Write every line of the material again exactly, with no pictures in the copy.
════
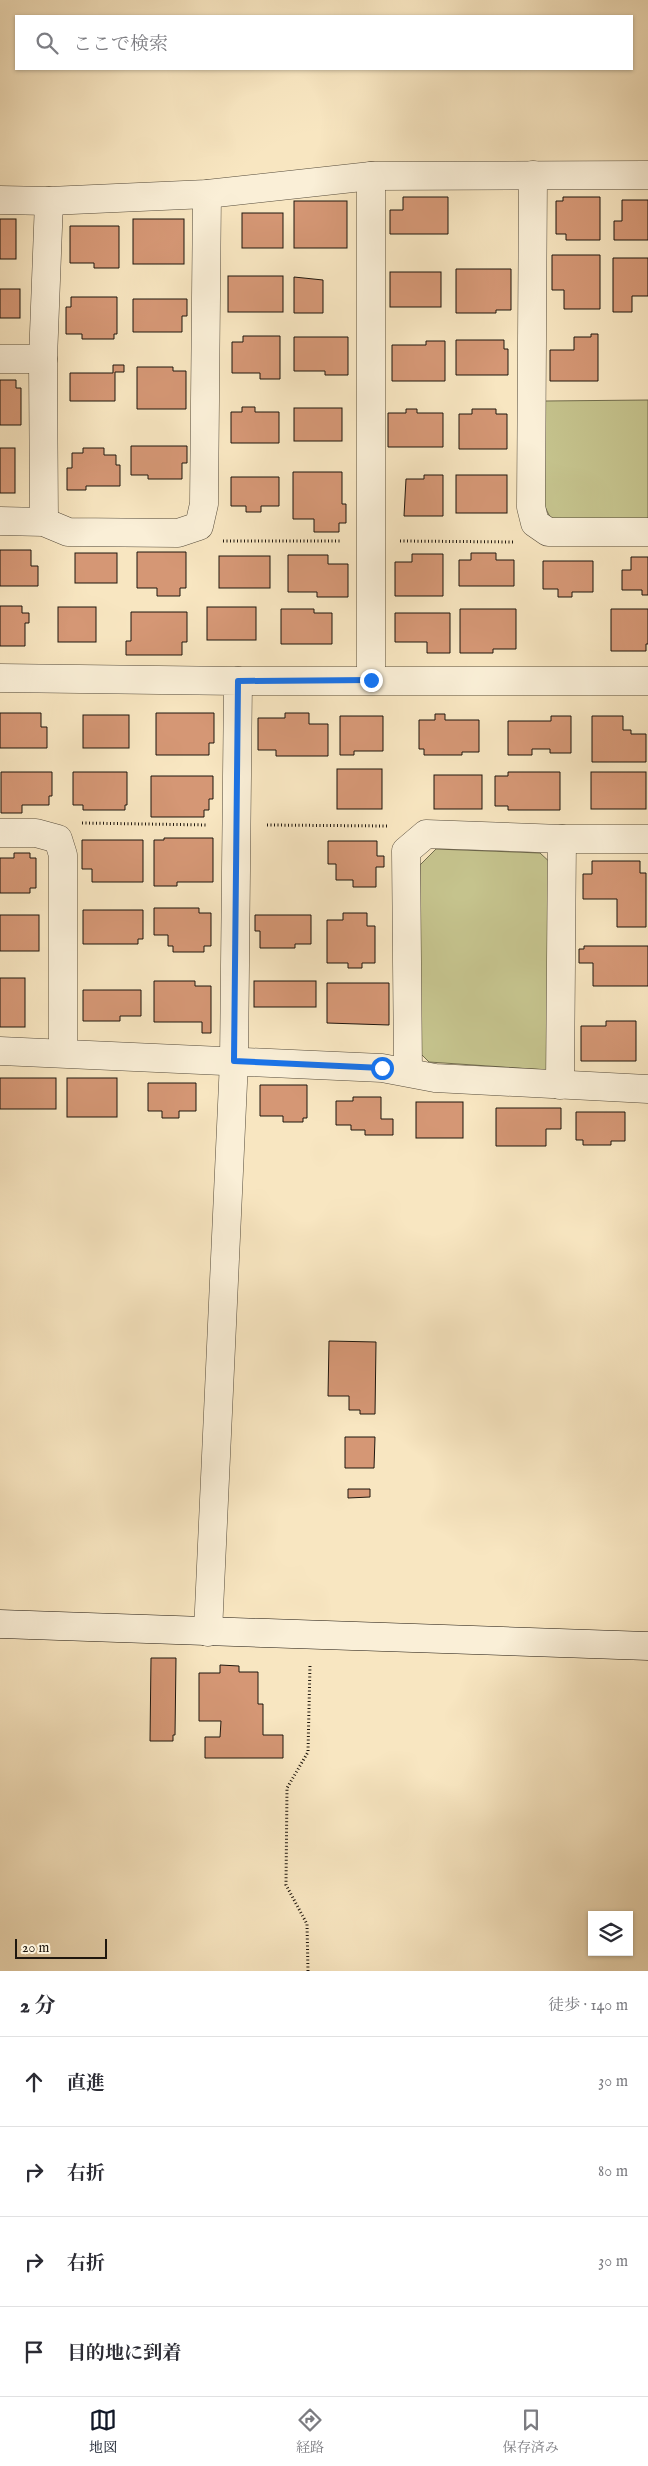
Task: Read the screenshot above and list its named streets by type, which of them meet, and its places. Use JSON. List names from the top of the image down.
{
  "scale_bar": "20 m",
  "page": {
    "search": "ここで検索",
    "scale": "20 m",
    "heading": ["2 分", "徒歩 · 140 m"],
    "list": [
      ["直進", "30 m"],
      ["右折", "80 m"],
      ["右折", "30 m"],
      "目的地に到着"
    ],
    "nav": ["地図", "経路", "保存済み"]
  }
}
════
* [RESULT]:
Task: Read the screenshot above and list its named streets by type, which of them meet, and its places. Use JSON. List names from the top of the image down.
{
  "scale_bar": "20 m",
  "page": {
    "search": "ここで検索",
    "scale": "20 m",
    "heading": ["2 分", "徒歩 · 140 m"],
    "list": [
      ["直進", "30 m"],
      ["右折", "80 m"],
      ["右折", "30 m"],
      "目的地に到着"
    ],
    "nav": ["地図", "経路", "保存済み"]
  }
}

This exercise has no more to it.